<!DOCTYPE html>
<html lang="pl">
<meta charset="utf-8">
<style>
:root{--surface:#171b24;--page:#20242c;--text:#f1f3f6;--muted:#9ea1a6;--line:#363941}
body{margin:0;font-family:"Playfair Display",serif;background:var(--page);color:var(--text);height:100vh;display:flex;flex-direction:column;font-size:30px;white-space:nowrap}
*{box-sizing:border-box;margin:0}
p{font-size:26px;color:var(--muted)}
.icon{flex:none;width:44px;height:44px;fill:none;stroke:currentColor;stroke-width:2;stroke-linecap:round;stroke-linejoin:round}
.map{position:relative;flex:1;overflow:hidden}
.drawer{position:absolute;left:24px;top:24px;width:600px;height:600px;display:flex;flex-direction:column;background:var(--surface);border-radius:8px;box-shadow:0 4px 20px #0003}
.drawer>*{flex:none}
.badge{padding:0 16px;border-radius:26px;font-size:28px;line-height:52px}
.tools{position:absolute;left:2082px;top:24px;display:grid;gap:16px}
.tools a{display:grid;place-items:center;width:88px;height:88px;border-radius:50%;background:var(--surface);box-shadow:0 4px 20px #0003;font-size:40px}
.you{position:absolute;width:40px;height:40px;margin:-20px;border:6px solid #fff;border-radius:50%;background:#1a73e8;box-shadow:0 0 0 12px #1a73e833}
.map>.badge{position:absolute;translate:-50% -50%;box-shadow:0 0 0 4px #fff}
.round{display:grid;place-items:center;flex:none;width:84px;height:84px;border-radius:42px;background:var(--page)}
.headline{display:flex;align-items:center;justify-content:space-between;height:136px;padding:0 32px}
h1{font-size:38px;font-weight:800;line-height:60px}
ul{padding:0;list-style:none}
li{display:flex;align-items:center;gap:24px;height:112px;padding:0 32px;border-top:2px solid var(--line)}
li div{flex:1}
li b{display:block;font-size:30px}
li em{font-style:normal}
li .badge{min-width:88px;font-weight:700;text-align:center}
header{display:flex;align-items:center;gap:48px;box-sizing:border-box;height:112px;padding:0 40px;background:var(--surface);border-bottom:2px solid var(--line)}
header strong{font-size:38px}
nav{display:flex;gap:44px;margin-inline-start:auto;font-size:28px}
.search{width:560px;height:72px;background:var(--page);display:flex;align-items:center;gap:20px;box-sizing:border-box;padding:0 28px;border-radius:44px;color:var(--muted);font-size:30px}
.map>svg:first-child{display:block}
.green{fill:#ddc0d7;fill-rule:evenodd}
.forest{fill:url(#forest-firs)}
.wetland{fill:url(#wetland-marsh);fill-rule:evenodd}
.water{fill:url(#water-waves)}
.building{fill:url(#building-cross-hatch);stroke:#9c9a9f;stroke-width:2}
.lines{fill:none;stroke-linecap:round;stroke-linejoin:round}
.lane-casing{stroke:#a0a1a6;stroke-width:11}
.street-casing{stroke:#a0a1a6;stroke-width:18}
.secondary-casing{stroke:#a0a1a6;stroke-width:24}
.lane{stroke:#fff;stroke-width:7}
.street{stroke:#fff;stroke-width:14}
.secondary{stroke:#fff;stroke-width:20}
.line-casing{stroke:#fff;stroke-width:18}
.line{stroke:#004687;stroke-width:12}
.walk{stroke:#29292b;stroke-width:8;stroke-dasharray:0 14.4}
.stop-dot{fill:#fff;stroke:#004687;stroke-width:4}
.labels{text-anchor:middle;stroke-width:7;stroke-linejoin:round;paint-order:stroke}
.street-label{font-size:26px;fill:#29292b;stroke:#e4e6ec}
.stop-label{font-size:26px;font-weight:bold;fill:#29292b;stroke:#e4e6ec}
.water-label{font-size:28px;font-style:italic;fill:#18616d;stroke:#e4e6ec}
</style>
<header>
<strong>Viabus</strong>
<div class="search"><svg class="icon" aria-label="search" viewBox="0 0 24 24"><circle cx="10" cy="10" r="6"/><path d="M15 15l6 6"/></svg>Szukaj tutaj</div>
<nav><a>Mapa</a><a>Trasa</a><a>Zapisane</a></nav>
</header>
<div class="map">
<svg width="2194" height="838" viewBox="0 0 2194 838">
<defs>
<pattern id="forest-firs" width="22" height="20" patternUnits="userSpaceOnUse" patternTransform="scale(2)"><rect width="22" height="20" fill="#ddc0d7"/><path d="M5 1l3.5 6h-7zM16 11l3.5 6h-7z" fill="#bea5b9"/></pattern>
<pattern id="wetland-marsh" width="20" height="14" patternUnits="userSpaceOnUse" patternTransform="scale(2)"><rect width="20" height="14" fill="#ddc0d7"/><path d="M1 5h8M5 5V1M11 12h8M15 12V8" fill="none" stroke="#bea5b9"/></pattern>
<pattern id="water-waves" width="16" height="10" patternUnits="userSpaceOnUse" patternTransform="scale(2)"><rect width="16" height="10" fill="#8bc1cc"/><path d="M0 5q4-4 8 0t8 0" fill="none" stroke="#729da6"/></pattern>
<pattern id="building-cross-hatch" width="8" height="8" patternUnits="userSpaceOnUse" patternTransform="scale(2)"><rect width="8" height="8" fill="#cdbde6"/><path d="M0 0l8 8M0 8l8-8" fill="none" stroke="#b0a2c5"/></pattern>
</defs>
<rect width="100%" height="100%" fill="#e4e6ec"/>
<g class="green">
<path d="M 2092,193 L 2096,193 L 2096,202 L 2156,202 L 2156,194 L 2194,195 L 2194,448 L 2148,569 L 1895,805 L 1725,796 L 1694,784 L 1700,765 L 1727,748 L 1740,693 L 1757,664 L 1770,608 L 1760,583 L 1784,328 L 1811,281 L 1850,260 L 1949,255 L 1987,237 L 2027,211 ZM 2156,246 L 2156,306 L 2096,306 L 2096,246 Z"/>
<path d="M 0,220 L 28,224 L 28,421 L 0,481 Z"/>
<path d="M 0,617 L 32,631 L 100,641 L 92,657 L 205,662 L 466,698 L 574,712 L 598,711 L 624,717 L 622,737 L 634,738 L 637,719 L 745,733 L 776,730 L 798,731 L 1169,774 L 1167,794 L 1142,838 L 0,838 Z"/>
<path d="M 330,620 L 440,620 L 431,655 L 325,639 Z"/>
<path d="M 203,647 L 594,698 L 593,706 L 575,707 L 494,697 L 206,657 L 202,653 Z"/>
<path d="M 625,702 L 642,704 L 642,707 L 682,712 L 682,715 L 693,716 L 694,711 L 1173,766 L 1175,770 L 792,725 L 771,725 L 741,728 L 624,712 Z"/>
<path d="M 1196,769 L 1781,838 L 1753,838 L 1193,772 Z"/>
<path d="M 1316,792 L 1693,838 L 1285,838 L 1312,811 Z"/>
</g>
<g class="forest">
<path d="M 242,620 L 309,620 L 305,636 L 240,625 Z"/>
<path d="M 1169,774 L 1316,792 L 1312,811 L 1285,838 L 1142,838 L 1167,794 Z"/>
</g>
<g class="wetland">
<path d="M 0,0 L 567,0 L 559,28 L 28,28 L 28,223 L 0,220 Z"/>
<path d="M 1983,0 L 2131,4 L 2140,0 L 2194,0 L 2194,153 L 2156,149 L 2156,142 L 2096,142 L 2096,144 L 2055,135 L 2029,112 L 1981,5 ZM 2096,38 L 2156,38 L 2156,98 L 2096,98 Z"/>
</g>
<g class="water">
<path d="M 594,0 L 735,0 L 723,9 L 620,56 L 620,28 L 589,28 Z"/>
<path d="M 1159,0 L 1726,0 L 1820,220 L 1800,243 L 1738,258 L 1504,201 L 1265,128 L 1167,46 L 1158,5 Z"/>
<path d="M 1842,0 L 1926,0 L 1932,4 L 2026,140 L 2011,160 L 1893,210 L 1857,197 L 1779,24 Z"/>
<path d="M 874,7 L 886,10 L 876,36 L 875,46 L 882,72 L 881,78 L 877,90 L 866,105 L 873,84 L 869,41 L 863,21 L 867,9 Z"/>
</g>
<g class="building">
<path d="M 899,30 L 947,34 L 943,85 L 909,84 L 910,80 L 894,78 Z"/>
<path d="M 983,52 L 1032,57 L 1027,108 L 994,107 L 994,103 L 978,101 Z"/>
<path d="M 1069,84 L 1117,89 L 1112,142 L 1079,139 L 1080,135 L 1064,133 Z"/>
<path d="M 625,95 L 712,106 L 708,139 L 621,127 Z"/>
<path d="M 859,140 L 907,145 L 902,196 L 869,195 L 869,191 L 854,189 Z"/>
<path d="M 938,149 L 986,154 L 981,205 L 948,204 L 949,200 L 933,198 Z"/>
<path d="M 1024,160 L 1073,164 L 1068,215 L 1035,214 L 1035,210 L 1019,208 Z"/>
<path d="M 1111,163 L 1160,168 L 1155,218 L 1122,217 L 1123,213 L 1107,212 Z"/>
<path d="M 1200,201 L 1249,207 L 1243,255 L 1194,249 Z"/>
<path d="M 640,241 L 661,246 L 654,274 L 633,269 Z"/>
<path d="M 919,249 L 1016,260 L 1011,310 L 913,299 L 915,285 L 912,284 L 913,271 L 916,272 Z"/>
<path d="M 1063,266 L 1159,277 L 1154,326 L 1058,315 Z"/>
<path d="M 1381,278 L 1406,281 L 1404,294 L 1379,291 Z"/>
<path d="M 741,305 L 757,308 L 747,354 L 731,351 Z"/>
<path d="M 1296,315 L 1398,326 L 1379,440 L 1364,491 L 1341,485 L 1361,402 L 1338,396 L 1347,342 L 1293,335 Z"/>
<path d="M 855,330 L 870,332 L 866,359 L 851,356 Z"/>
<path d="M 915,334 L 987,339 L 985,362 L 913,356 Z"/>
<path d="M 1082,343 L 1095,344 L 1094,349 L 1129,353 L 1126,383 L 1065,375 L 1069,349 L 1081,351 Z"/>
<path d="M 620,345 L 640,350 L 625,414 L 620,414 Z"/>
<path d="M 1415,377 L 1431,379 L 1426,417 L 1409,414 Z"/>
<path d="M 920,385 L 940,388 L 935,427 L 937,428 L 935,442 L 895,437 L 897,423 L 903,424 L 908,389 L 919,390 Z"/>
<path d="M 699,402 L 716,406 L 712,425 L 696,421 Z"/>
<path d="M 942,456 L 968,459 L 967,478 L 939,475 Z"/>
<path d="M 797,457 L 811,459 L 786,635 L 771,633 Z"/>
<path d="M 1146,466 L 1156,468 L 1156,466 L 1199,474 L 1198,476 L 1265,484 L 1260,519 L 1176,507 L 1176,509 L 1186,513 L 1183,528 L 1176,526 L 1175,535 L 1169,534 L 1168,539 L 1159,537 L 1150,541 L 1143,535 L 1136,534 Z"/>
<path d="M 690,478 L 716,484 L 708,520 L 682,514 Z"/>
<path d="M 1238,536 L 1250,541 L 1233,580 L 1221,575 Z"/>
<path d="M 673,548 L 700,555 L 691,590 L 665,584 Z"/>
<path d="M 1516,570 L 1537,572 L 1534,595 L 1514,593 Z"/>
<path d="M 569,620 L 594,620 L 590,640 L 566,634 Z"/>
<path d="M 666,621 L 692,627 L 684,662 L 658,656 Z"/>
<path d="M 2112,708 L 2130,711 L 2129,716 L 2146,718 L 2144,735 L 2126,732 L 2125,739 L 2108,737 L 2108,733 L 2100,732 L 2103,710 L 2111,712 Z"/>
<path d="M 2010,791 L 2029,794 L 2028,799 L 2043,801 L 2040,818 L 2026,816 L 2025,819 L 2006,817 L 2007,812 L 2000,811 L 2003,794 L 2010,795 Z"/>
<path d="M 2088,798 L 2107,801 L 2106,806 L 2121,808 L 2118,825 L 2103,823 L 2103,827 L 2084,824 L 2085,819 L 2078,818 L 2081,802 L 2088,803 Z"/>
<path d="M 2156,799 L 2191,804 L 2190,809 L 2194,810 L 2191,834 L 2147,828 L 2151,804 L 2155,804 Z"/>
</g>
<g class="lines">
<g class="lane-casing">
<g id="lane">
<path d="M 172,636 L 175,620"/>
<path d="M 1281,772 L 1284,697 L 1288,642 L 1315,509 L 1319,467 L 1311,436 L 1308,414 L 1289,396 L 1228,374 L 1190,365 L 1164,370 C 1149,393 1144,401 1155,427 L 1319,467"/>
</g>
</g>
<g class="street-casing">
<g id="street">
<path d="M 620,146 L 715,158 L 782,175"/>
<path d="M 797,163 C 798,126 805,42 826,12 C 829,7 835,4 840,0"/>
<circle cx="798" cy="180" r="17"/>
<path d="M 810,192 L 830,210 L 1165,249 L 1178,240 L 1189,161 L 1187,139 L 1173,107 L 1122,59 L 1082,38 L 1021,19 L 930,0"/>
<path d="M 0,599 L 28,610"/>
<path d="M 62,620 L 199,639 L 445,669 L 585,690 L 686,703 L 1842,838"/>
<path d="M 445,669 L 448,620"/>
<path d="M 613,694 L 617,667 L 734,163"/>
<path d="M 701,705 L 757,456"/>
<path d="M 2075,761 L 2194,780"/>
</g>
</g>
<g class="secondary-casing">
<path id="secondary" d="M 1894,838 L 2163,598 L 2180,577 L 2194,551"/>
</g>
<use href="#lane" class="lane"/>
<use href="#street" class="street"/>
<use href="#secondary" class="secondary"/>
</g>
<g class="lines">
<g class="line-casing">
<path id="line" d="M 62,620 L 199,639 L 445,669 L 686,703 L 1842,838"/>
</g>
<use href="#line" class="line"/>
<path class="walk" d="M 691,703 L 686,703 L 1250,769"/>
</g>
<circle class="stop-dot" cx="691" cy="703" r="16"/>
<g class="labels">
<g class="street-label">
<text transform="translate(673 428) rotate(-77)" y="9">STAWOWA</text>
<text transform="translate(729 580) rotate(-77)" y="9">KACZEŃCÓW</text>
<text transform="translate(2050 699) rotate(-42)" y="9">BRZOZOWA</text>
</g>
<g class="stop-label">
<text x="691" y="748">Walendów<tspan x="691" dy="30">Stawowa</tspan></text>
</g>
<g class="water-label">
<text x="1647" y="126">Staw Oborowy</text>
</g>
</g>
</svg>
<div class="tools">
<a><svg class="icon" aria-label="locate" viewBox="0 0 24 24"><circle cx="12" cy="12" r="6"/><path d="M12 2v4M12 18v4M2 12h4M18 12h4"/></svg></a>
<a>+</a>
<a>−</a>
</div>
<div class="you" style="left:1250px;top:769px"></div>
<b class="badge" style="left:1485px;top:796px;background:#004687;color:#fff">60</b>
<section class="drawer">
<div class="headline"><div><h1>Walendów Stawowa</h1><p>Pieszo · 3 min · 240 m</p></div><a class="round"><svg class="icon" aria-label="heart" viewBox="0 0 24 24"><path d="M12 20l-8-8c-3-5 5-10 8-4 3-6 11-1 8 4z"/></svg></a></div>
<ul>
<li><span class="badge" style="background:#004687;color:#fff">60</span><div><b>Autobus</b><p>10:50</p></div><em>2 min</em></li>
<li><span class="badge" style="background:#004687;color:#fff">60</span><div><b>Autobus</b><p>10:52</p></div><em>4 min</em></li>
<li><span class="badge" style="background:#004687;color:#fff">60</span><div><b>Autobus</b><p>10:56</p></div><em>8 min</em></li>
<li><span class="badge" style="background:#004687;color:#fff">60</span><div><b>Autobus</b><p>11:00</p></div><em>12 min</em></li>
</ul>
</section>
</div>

- WHAT IS EXPECTED
Write only the number of lines in the records that include the word "linecap".

- ANSWER FOR THE TASK
2